* _Provided data_:

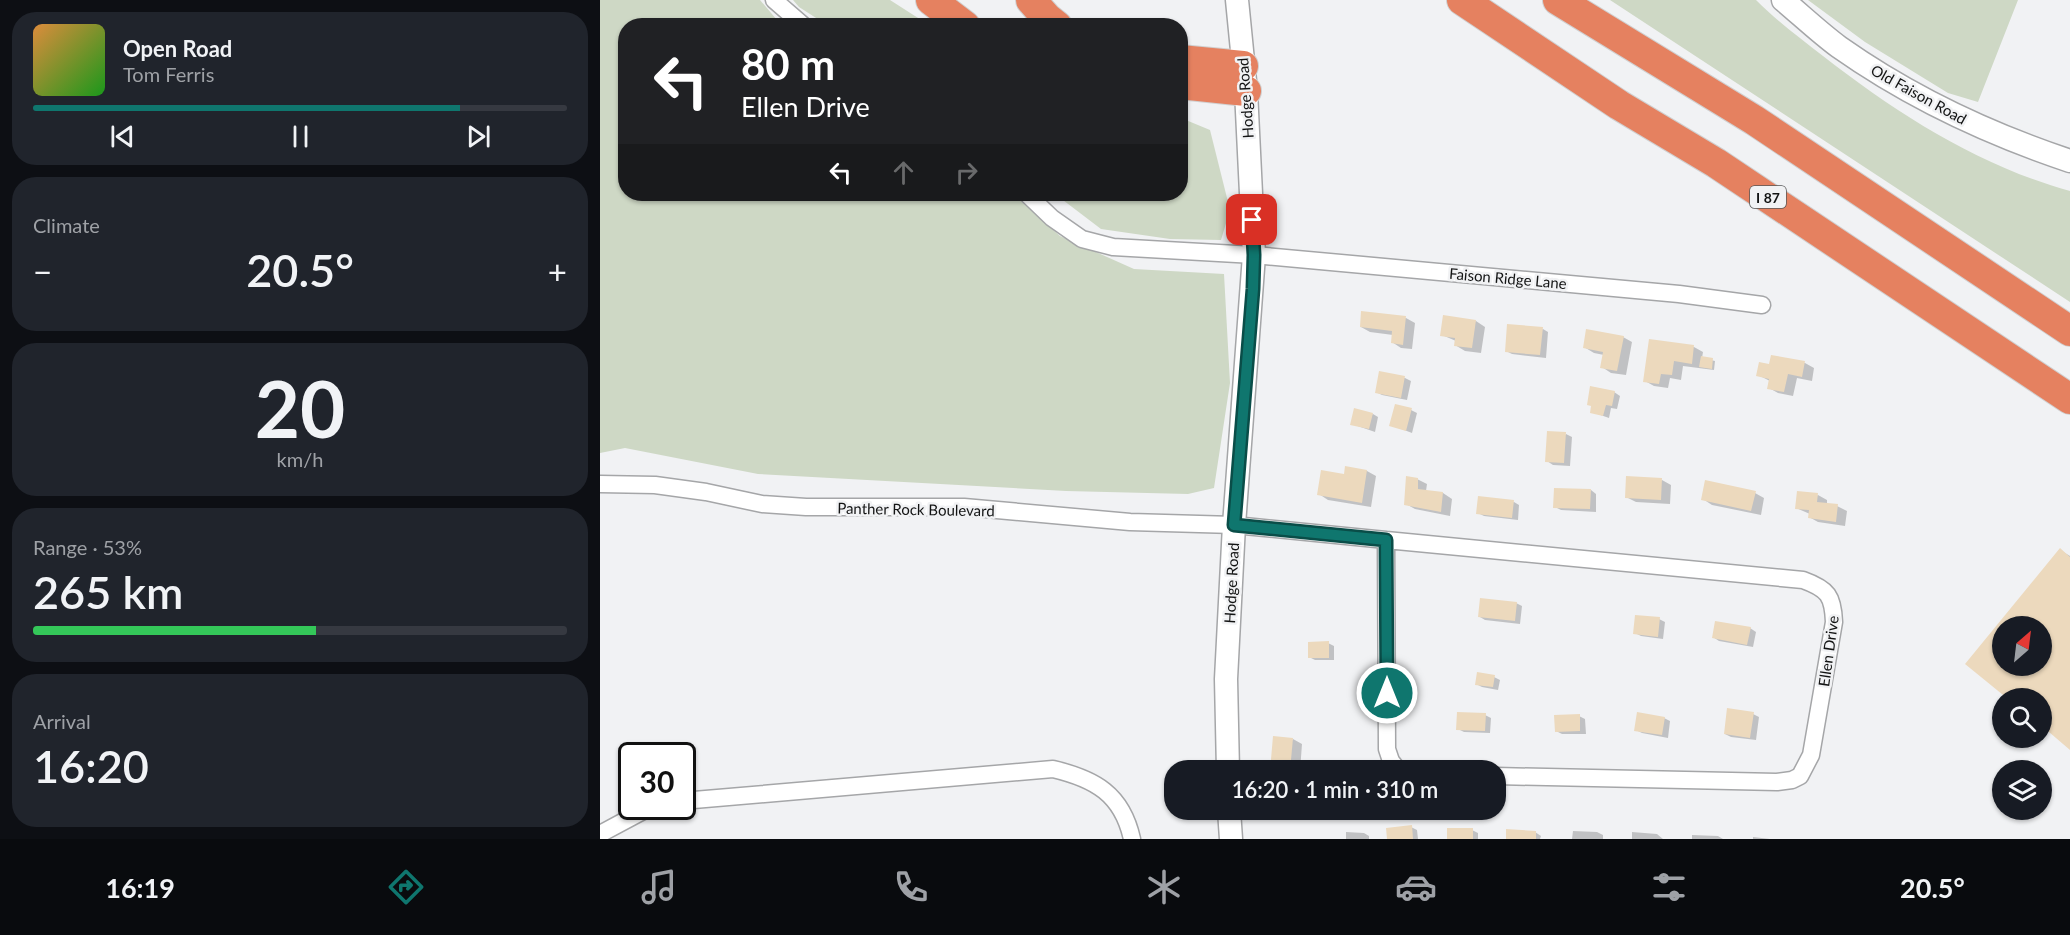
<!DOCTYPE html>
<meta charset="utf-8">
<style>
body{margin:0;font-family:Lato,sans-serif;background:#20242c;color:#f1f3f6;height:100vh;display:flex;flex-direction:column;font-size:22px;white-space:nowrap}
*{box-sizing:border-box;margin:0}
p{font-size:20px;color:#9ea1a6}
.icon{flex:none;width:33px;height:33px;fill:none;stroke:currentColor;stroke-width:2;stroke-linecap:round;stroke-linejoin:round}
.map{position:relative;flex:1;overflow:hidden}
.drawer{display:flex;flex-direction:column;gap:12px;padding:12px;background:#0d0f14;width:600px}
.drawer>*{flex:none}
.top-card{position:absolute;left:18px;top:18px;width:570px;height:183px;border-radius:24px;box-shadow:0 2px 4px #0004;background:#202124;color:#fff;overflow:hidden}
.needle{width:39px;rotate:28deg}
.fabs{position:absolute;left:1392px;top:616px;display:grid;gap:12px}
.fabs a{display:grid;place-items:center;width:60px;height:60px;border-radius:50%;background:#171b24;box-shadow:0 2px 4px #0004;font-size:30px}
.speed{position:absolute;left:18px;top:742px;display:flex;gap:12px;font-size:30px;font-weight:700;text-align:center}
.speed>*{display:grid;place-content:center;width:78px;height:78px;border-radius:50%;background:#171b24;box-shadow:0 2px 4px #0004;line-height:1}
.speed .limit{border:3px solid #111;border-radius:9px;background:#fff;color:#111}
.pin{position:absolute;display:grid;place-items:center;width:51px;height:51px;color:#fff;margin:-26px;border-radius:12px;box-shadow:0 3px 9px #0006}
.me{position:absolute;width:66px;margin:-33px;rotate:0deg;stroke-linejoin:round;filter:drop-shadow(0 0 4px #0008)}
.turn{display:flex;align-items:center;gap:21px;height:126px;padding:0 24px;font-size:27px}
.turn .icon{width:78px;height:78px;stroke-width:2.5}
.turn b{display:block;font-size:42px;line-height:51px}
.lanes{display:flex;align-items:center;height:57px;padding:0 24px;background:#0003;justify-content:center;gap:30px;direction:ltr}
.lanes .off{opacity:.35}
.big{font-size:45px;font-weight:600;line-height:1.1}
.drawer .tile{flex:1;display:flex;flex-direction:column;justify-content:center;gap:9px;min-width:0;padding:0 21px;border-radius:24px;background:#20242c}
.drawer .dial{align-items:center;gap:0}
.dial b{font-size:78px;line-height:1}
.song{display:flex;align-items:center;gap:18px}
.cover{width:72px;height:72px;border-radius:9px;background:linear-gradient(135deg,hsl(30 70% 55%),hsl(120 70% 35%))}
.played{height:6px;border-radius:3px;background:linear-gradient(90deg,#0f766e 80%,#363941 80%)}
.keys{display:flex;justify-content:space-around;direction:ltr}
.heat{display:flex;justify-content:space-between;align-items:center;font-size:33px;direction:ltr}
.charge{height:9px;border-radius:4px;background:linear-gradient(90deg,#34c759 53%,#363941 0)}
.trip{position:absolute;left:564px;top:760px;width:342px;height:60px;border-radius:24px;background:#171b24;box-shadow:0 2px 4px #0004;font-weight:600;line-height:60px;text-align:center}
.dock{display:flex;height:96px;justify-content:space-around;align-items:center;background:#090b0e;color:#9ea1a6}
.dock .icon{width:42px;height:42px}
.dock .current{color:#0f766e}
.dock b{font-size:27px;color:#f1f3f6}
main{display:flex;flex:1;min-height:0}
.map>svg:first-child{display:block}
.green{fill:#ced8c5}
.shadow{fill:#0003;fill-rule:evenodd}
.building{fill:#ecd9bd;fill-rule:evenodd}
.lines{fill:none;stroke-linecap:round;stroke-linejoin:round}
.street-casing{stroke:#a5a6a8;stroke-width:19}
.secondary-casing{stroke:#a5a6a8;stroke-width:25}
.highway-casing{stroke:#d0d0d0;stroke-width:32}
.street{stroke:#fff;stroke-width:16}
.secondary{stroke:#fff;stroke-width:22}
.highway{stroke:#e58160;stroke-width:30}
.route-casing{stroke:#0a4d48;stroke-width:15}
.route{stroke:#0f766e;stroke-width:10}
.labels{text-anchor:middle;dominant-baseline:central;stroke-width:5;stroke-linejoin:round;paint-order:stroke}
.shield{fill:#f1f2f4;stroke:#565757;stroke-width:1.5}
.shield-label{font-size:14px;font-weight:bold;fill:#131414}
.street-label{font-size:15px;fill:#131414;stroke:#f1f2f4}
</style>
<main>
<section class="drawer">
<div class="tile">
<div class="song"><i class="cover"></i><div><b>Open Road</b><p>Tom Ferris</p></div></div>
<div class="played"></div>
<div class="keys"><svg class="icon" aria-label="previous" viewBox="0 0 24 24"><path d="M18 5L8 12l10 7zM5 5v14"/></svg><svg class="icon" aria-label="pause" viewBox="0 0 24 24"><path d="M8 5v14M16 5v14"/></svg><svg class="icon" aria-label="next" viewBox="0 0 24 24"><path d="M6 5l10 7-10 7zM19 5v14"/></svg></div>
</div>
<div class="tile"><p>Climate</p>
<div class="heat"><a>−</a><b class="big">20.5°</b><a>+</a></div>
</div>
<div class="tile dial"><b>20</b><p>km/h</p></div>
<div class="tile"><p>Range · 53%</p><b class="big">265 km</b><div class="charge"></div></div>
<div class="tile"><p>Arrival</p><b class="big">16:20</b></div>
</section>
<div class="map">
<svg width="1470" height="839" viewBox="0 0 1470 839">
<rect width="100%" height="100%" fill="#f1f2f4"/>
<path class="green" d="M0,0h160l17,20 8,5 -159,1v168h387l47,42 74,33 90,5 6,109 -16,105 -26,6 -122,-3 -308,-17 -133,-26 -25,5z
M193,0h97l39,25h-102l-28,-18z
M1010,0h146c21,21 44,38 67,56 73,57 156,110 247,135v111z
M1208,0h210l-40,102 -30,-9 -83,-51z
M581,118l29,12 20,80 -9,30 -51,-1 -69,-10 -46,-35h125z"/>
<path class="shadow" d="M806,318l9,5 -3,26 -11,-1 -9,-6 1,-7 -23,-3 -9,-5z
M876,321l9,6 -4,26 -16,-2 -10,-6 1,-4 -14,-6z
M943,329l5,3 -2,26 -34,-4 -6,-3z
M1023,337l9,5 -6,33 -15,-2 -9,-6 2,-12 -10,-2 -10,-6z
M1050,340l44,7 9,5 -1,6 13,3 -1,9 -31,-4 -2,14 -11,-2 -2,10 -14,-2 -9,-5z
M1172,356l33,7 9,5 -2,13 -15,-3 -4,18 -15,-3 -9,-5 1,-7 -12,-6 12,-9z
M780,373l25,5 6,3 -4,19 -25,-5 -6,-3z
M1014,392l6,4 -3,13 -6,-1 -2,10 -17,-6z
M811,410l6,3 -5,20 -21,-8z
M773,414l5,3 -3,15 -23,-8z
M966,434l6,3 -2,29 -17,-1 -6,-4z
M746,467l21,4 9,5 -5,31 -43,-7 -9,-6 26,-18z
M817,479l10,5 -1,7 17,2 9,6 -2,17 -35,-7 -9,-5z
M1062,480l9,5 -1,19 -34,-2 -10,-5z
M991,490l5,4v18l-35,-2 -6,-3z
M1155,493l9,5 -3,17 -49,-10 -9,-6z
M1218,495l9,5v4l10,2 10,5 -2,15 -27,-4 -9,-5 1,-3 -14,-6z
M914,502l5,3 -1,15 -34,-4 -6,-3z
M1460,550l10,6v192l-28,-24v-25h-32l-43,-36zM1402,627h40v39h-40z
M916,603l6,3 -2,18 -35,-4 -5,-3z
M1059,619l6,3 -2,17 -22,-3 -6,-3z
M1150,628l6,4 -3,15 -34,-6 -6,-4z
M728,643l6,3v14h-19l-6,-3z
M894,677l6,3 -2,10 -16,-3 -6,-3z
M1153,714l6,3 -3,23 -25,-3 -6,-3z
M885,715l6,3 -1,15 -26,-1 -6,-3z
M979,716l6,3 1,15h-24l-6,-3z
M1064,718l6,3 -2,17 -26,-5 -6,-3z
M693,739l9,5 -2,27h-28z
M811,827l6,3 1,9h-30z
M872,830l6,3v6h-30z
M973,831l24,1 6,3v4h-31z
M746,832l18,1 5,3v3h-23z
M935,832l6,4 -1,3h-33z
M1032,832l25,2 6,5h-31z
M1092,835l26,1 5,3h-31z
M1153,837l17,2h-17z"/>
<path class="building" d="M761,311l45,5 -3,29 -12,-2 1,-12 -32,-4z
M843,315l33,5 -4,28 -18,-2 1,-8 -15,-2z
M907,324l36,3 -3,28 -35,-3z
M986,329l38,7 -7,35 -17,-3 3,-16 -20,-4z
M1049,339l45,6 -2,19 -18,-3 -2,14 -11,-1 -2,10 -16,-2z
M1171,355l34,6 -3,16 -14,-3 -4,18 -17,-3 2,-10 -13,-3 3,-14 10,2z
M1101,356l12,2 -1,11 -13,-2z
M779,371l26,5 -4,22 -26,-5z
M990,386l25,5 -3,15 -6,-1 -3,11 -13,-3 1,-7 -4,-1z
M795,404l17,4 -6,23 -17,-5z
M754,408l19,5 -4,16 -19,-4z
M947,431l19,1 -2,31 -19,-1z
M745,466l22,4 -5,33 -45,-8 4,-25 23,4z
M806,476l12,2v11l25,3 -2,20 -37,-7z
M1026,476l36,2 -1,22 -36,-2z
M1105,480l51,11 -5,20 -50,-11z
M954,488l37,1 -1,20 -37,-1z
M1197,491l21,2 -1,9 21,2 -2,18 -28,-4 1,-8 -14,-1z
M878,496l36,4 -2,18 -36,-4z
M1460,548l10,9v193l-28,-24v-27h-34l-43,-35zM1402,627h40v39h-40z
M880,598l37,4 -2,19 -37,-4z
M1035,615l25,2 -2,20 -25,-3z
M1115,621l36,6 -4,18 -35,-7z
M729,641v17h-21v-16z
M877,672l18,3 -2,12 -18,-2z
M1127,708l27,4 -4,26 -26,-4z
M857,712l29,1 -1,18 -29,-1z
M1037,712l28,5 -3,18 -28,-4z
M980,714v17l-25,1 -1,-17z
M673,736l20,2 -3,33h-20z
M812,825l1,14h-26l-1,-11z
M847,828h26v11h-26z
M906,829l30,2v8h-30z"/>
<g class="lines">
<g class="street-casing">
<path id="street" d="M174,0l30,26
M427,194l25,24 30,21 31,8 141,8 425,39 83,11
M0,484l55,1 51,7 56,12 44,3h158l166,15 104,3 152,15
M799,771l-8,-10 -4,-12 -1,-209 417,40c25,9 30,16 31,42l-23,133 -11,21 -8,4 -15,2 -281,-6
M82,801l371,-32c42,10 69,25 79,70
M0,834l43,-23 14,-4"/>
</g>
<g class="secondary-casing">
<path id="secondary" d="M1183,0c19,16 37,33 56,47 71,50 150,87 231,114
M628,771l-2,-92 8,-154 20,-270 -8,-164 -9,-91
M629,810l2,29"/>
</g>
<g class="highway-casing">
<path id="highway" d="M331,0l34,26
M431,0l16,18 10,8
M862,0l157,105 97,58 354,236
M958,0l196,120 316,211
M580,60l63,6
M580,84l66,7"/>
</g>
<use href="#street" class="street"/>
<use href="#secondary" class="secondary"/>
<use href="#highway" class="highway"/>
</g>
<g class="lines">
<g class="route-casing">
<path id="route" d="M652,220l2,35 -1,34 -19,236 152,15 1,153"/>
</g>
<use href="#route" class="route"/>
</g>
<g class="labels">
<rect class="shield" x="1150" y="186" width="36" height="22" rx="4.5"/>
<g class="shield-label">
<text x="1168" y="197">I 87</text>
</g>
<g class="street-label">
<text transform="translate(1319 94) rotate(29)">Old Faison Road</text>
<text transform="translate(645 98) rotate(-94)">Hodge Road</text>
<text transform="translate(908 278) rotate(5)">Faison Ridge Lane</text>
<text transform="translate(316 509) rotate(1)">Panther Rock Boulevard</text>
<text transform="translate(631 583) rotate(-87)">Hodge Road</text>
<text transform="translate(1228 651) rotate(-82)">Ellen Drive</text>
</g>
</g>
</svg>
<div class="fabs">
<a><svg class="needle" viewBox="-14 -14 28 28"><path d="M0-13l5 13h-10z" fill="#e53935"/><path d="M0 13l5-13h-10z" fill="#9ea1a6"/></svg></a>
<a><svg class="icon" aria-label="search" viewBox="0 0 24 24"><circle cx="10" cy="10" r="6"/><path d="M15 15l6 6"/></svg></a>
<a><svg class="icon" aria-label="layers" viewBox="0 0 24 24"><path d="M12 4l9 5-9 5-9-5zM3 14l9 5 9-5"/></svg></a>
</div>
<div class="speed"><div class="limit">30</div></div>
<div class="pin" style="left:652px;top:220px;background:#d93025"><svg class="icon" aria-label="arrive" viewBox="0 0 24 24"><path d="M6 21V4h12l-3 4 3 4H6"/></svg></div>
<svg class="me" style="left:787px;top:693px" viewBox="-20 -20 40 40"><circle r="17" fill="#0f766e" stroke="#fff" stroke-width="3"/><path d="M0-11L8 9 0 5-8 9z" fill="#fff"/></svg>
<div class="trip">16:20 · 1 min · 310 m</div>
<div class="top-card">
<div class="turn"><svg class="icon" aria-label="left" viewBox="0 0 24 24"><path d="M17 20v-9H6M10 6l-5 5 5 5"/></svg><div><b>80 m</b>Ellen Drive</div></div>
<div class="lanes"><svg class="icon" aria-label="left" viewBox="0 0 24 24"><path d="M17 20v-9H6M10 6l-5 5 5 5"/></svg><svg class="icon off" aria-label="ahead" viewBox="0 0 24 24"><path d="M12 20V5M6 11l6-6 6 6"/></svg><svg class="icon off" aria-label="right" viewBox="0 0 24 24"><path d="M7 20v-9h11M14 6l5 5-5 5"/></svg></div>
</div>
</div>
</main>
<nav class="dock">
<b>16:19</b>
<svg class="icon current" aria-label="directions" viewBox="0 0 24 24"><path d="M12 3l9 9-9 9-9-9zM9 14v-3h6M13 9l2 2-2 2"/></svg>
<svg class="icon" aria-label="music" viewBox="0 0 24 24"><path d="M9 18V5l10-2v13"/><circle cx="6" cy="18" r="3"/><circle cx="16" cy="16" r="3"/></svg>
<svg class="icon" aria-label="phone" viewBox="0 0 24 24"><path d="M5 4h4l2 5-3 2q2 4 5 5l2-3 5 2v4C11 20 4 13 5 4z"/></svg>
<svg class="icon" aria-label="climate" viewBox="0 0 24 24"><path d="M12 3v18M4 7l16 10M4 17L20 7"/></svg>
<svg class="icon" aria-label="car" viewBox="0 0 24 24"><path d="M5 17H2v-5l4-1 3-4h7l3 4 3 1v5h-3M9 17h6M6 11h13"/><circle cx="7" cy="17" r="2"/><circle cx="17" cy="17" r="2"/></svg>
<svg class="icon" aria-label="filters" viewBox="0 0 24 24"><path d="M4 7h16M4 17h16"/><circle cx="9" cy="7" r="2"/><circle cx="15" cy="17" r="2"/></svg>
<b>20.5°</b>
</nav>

* _Exercise_:
Among the records above, find each line containing the string "limit" and copy it.

* _Answer box_:
.speed .limit{border:3px solid #111;border-radius:9px;background:#fff;color:#111}
<div class="speed"><div class="limit">30</div></div>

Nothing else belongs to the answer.